Renungan Harian Kelana Sabda, Jumat 4 September 2020
Injil Lukas, 5:33-39
Mengasihi Tuhan dalam Aturan yang Ada
Saudara-saudari yang dikasihi dan mengasihi Tuhan, kita mengenal bahwa dalam kehidupan bangsa Yahudi terdapat banyak aturan keagamaan yang membimbing hidup meraka kepada Tuhan. Namun dalam praktek kehidupan mereka sehari-hari dapat ditemukan pula bahwa aturan-aturan hidup keagamaan itu seringkali dipergunakan untuk menjerat orang atau bahkan untuk mencari-cari persoalan dengan orang lain. Salah satunya berkaitan dengan aturan berpuasa dan sembahyang seperti yang dikisahkan dalam penginjil lukas pada hari ini.
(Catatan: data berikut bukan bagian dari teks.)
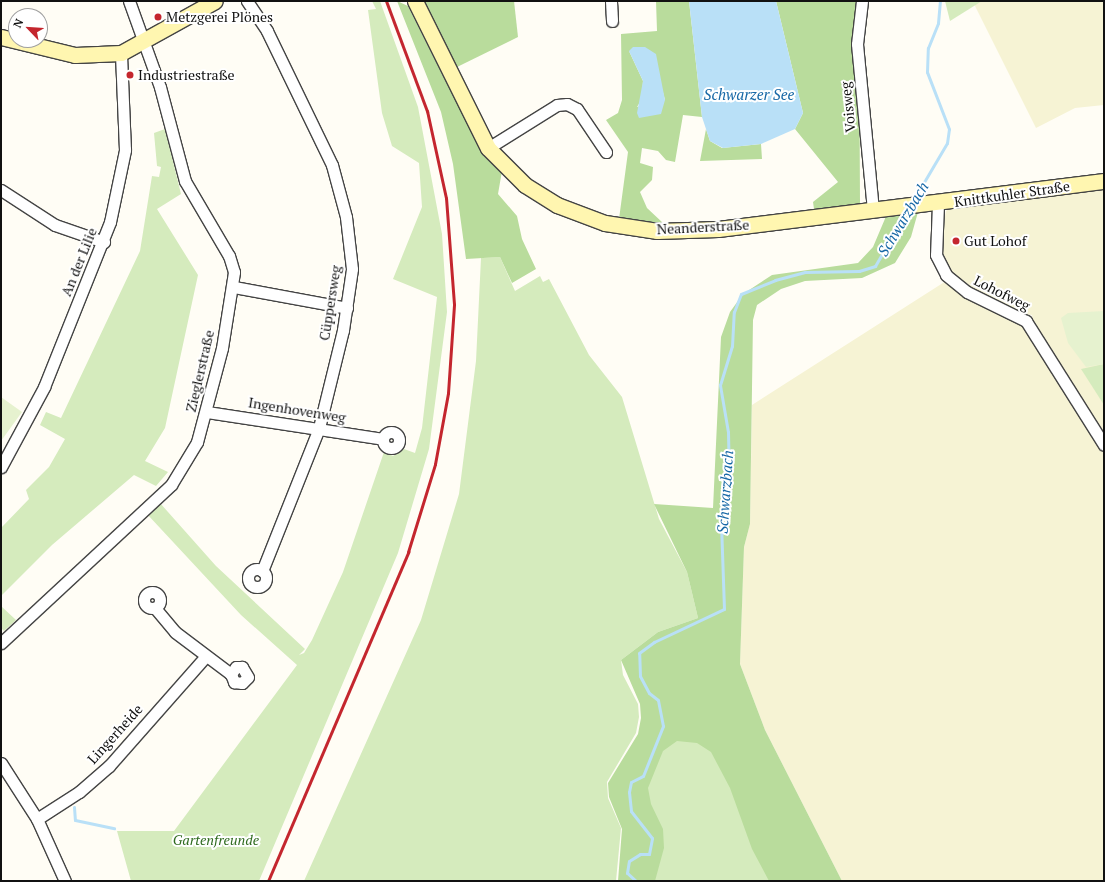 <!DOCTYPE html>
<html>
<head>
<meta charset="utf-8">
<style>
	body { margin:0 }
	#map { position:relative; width:1105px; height:882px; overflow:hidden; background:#fffdf5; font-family:"PT Serif",serif }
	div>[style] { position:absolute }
	.farmland>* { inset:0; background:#f6f3d4 }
	.green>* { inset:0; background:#d5ebbd }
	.forest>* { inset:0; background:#b9dc9c }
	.pitch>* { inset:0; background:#e6f2cf }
	.water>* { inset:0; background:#b9e0f7 }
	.stream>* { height:3px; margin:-1.5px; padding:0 1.5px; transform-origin:1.5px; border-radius:1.5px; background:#b9e0f7 }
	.roads { filter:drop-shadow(1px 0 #444) drop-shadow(-1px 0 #444) drop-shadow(0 1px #444) drop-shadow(0 -1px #444) }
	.street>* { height:11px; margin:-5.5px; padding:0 5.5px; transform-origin:5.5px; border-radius:5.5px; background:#fff }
	.street>.ring { margin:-5.5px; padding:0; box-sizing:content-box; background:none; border:11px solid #fff; border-radius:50% }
	.secondary>* { height:15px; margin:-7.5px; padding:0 7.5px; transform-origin:7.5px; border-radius:7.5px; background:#fff6b0 }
	.rail>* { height:3px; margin:-1.5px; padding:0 1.5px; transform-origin:1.5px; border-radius:1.5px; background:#c4262e }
	.dots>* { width:11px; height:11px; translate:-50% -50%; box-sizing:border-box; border:2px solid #fff; border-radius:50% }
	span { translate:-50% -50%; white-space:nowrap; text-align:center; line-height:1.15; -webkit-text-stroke:4px #fff; paint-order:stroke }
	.poi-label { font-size:14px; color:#111 }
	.left { translate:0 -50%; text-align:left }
	.street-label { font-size:14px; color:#111 }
	.park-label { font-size:14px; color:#2f6b1f; font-style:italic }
	.water-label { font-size:15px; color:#1768a6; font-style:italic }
	.frame { position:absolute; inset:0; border:2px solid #111; pointer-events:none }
	.north { position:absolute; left:8px; top:8px; width:40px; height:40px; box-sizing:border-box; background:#fff; border:1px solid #a0a0a0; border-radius:50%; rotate:295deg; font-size:11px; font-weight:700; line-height:16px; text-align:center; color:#111 }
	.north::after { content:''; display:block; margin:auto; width:14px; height:18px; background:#c4262e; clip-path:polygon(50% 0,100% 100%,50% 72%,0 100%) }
</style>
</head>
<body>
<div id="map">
	<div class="farmland">
		<i style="clip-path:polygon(982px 1px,1104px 1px,1104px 105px,1075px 108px,1036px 128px,974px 4px)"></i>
		<i style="clip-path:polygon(1104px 185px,1104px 439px,1033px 322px,1032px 315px,1017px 313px,971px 292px,943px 265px,939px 248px,946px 211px,953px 206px)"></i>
		<i style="clip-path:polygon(946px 281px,1023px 322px,1104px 450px,1104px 881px,842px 881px,765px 730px,740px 664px,744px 547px,750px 524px,752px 405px)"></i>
	</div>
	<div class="green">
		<i style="clip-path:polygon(372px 1px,380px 1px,418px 107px,442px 234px,447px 312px,429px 449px,398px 553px,259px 881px,131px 881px,117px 831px,174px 831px,297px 665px,241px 615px,147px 514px,160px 503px,216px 566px,305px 649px,299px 655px,304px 653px,312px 640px,343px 572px,384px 452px,393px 456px,404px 449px,415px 453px,422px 428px,437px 297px,393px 279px,422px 207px,419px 163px,392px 146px,382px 113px,368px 10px,376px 9px)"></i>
		<i style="clip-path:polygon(945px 1px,982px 1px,950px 21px)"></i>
		<i style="clip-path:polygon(165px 129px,181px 194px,157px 209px,198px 275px,165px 428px,145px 461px,168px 472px,156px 486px,134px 475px,52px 545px,1px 596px,1px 528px,29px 499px,26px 490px,49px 467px,65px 439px,40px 425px,46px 412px,61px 418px,140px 251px,152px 176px,159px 177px,161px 167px,157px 166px,154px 133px)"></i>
		<i style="clip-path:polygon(500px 257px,515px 291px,540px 276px,543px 282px,549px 279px,589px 355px,622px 397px,659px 519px,687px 572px,698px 618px,658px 632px,621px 660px,623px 675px,638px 704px,639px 717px,636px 733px,607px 782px,608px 798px,621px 828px,616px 881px,304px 881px,421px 620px,459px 494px,476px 361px,481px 258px)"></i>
		<i style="clip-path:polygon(1104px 364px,1104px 405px,1081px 369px)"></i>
		<i style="clip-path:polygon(1px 606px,16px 620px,4px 631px,1px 628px)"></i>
		<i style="clip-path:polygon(659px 644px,779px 881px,626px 881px)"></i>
	</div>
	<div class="forest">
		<i style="clip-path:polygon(397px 1px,408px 6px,451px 92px,502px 171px,498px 194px,517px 216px,522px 239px,536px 269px,512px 283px,500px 257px,466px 259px,453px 164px,441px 112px)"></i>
		<i style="clip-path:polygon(421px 1px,514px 1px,518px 37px,455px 68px)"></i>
		<i style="clip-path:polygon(evenodd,656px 1px,689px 1px,702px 117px,683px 115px,675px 162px,666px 160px,658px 151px,642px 148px,640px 163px,653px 167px,652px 180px,640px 192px,647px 208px,663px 223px,619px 219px,628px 152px,606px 120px,618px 113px,622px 100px,621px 34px,657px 31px,656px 1px,629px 51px,660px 81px,665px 100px,637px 107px,642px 99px,643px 81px,629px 51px)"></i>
		<i style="clip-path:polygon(776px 1px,859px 1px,860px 204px,814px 209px,813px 202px,838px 182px,795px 129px,803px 113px)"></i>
		<i style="clip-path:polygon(706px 129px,710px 141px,722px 148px,761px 144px,762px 159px,700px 161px)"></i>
		<i style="clip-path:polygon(918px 212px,911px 237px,895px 263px,862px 278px,805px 281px,781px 289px,757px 305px,753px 320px,750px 524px,744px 547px,740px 664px,765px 730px,842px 881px,769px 881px,752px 849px,730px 788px,711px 752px,697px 743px,677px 741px,663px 751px,648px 788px,651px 804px,663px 829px,664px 848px,655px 881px,618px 881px,622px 829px,609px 797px,608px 783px,638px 734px,641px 718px,640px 704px,621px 660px,658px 632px,698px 618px,687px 572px,654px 504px,713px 508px,721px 337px,730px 312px,743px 294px,772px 275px,858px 263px,873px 247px,887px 214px)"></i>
	</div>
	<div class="pitch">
		<i style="clip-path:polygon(1104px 311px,1104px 364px,1086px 367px,1068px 343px,1061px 318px,1068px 313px)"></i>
		<i style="clip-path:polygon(1px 397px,22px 412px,1px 441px)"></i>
	</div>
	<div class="water">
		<i style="clip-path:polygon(689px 1px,776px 1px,803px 113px,795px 129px,761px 144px,723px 148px,710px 141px,702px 117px)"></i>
		<i style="clip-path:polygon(633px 47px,645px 47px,656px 54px,665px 100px,661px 114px,639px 118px,637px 113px,643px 81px,629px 51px)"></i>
	</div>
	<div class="stream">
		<i style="left:914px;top:199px;width:65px;rotate:-59.5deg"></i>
		<i style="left:947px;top:143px;width:14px;rotate:-82deg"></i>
		<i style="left:949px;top:129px;width:61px;rotate:-111.1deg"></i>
		<i style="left:927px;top:72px;width:24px;rotate:-88deg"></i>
		<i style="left:928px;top:48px;width:27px;rotate:-68deg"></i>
		<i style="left:938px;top:23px;width:22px;rotate:-85deg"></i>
		<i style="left:74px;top:807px;width:13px;rotate:86deg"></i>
		<i style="left:75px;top:820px;width:40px;rotate:12deg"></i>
		<i style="left:636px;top:881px;width:12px;rotate:-138deg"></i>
		<i style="left:627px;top:873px;width:12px;rotate:-81deg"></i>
		<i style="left:629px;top:861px;width:13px;rotate:-32deg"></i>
		<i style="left:640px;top:854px;width:9px"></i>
		<i style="left:649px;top:854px;width:16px;rotate:-79deg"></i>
		<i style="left:652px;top:838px;width:34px;rotate:-128deg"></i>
		<i style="left:631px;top:811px;width:19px;rotate:-96deg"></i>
		<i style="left:629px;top:792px;width:10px;rotate:-79deg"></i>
		<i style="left:631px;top:782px;width:13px;rotate:-27deg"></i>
		<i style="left:643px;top:776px;width:54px;rotate:-68.2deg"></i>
		<i style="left:663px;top:726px;width:26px;rotate:-101deg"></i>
		<i style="left:658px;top:700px;width:11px;rotate:-142deg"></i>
		<i style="left:649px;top:693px;width:19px;rotate:-118deg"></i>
		<i style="left:640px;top:676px;width:23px;rotate:-92deg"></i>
		<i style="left:639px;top:653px;width:19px;rotate:-36deg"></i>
		<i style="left:654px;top:642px;width:77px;rotate:-25.2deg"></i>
		<i style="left:724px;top:609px;width:87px;rotate:-92deg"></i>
		<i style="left:721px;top:522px;width:43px;rotate:-79.2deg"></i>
		<i style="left:729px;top:480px;width:48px;rotate:-91.2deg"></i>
		<i style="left:728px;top:432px;width:48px;rotate:-99.7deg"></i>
		<i style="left:720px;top:385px;width:41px;rotate:-72.9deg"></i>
		<i style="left:732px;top:346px;width:34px;rotate:-87deg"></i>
		<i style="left:734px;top:312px;width:19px;rotate:-69deg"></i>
		<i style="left:741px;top:294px;width:37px;rotate:-22deg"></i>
		<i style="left:775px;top:280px;width:31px;rotate:-15deg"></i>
		<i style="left:805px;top:272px;width:54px;rotate:-1.1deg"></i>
		<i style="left:859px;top:271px;width:17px;rotate:-17deg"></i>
		<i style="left:875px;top:266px;width:64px;rotate:-59.8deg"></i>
	</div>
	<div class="roads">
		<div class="street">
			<i style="left:247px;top:1px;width:36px;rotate:56deg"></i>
			<i style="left:267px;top:31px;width:149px;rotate:64.1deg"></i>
			<i style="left:332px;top:165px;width:54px;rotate:74.9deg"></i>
			<i style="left:346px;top:217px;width:52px;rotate:83.4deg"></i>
			<i style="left:352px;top:269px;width:62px;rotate:98.4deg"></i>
			<i style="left:343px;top:330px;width:101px;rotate:103.8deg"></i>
			<i style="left:319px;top:428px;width:154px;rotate:111.7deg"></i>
			<i style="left:611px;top:1px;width:20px;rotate:87deg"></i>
			<i style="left:862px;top:1px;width:43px;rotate:96.6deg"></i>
			<i style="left:857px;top:44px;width:168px;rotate:84.5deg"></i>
			<i style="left:488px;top:148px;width:81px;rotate:-31.9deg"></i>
			<i style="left:557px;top:105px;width:10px;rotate:-6deg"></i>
			<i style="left:567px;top:104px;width:11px;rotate:27deg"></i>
			<i style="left:577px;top:109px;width:52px;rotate:56deg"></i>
			<i style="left:1px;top:190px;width:64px;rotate:32.9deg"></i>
			<i style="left:55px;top:225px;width:52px;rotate:19.1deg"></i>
			<i style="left:938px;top:204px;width:51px;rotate:92.2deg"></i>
			<i style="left:936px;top:255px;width:22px;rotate:63deg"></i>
			<i style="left:946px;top:275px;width:27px;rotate:39deg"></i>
			<i style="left:967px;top:292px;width:66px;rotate:26.2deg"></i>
			<i style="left:1026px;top:321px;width:146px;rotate:57.8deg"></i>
			<i style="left:234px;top:287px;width:115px;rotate:10.5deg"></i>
			<i style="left:207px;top:412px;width:178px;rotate:8.7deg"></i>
			<i class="ring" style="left:383px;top:432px;width:5px;height:5px"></i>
			<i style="left:1px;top:467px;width:91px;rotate:-61.7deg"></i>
			<i style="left:44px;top:387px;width:178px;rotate:-68.2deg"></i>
			<i style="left:110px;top:222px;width:74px;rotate:-78.2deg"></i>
			<i style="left:125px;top:150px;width:97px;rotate:-92.4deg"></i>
			<i class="ring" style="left:248px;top:569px;width:7px;height:7px"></i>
			<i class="ring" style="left:144px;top:592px;width:5px;height:5px"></i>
			<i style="left:155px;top:608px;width:31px;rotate:50deg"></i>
			<i style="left:175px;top:632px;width:70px;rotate:36.9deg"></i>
			<i style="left:231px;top:674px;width:9px;rotate:69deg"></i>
			<i style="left:234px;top:682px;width:8px;rotate:7deg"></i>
			<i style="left:242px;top:683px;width:8px;rotate:-45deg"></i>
			<i style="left:248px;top:677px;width:12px;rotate:-121deg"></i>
			<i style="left:242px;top:667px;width:6px;rotate:180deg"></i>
			<i style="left:236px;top:667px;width:9px;rotate:126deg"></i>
			<i style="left:1px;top:643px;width:232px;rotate:-42.9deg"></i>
			<i style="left:171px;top:485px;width:50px;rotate:-58.8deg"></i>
			<i style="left:197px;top:442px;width:97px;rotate:-75.1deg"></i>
			<i style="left:222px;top:348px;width:77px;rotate:-81deg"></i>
			<i style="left:234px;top:272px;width:17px;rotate:-107deg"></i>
			<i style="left:229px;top:256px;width:87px;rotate:-120.4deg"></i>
			<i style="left:185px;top:181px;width:97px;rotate:-104.9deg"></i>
			<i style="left:160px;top:87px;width:91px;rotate:-109.8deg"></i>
			<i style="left:1px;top:763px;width:67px;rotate:57.3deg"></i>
			<i style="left:37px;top:819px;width:68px;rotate:65.7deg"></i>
			<i style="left:37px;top:819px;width:50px;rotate:-32.7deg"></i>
			<i style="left:79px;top:792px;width:40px;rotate:-41deg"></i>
			<i style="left:109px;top:766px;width:145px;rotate:-48.6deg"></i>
		</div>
		<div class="secondary">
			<i style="left:415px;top:1px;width:164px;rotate:63.6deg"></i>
			<i style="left:488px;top:148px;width:52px;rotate:45deg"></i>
			<i style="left:525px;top:185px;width:38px;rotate:32deg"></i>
			<i style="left:557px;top:205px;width:51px;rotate:20.6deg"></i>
			<i style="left:605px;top:223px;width:53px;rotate:8.7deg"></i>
			<i style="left:657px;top:231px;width:61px;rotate:-1.9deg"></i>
			<i style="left:718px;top:229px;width:389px;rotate:-7.1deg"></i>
			<i style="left:1px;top:37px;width:76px;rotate:13.7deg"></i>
			<i style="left:75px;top:55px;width:46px;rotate:-2.5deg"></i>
			<i style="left:121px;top:53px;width:107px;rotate:-29deg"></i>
		</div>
	</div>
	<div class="rail">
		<i style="left:268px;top:881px;width:358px;rotate:-66.9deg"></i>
		<i style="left:408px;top:552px;width:92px;rotate:-72.9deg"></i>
		<i style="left:435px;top:464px;width:72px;rotate:-79.6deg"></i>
		<i style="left:448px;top:393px;width:89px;rotate:-86.1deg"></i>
		<i style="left:454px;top:304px;width:106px;rotate:-94.3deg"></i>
		<i style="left:446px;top:198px;width:89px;rotate:-102.3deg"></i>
		<i style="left:427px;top:111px;width:117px;rotate:-110.4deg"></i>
	</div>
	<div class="dots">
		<i style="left:158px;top:17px;background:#c4262e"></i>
		<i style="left:130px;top:75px;background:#c4262e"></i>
		<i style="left:956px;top:241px;background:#c4262e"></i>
	</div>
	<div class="poi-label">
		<span class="left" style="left:166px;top:17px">Metzgerei Plönes</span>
		<span class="left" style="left:138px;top:75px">Industriestraße</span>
		<span class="left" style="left:964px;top:241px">Gut Lohof</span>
	</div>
	<div class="street-label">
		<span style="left:848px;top:107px;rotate:-96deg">Voisweg</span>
		<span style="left:1012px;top:194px;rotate:-8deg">Knittkuhler Straße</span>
		<span style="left:703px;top:227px;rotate:-3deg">Neanderstraße</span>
		<span style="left:79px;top:262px;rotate:-68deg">An der Lilie</span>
		<span style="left:1002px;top:293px;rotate:27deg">Lohofweg</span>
		<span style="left:330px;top:303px;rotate:-81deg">Cüppersweg</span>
		<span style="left:200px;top:371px;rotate:-77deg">Zieglerstraße</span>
		<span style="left:297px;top:410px;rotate:9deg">Ingenhovenweg</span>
		<span style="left:115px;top:734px;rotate:-48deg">Lingerheide</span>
	</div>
	<div class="park-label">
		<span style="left:216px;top:840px">Gartenfreunde</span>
	</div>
	<div class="water-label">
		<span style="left:749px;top:95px">Schwarzer See</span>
		<span style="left:903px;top:219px;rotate:-59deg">Schwarzbach</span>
		<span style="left:725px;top:492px;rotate:-86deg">Schwarzbach</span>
	</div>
	<div class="frame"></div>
	<div class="north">N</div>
</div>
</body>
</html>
Menanggapi pernyataan itu, maka Yesuspun mengatakan bahwa jika mempelai dan sahabat-sahabatnya masih bersama, mereka tidak berpuasa namun, apabila mempelai itu diambil dari mereka maka pada saat itulah mereka akan berpuasa. Selanjutnya Yesus menegaskan pernyaatnya itu dengan dua buah perumpamaan. Perumpamaan pertama ialah mengenai secarik kain dari baju yang baru untuk menambalkannya pada baju yang tua. Perumpamaan yang kedua mengenai anggur yang baru jika diisikan pada kantong yang tua maka akan mengkoyakan kantong itu dan anggur itupun akan terbuang dan kantong itupun akan hancur.
Sudara-saudari yang dikasihi dan mengasihi Tuhan, dengan menjawab seperti itu Yesus mau menegaskan bahwa yang terpenting dari aturan hidup keagamaan ialah menghayati dan menghidupinya dalam terang kebenaran Tuhan bukan untuk mencari letak kesalahan orang lain. Jika memang demikian maka tidak ada manfaanya. Puasa dan sembahyang bukan terletak pada hal-hal lahiriah atau aturan keagamaan melainkan terletak pada hati manusia dan motivasinya untuk membebaskan diri dari kemelekatan dan semakin mengasihi Tuhan dan hidup seturut apa yang dikehendaki-Nya. Dan lebih dari itu dapat mengubah semangat hidup manusia dan memperbaharui dirinya hingga bergantung sepenuhnya kepada Tuhan.
Saudara-saudari yang dikasihi dan mengasihi Tuhan. Mungkin dalam kehidupan sehari-hari, kita memiliki pemahaman yang sama seperti orang-orang Farisi yakni dengan cara sengaja atau tidak sengaja menggunakan aturan hidup keagamaan, untuk menilai kelemahan orang-orang di sekitar kita. Mungkin juga hingga saat ini hidup kita hanya dipenuhi dengan aturan-aturan dan jarang kita hanyati dengan sepenuh hati.
Saudara-saudari yang dikasihi dan mengasihi Tuhan, jikalau kita setuju dan akui bahwa aturan-aturan itu baik pada dirinya dan berkenan kepada Tuhan, maka pertama-tama yang mesti kita lakukan adalah menghayatinya, mempraktekannya, serta menjadi model bagi sesama kita. Saya pikir itulah yang diharapkan dari Tuhan kepada kita semua. Semoga demikian.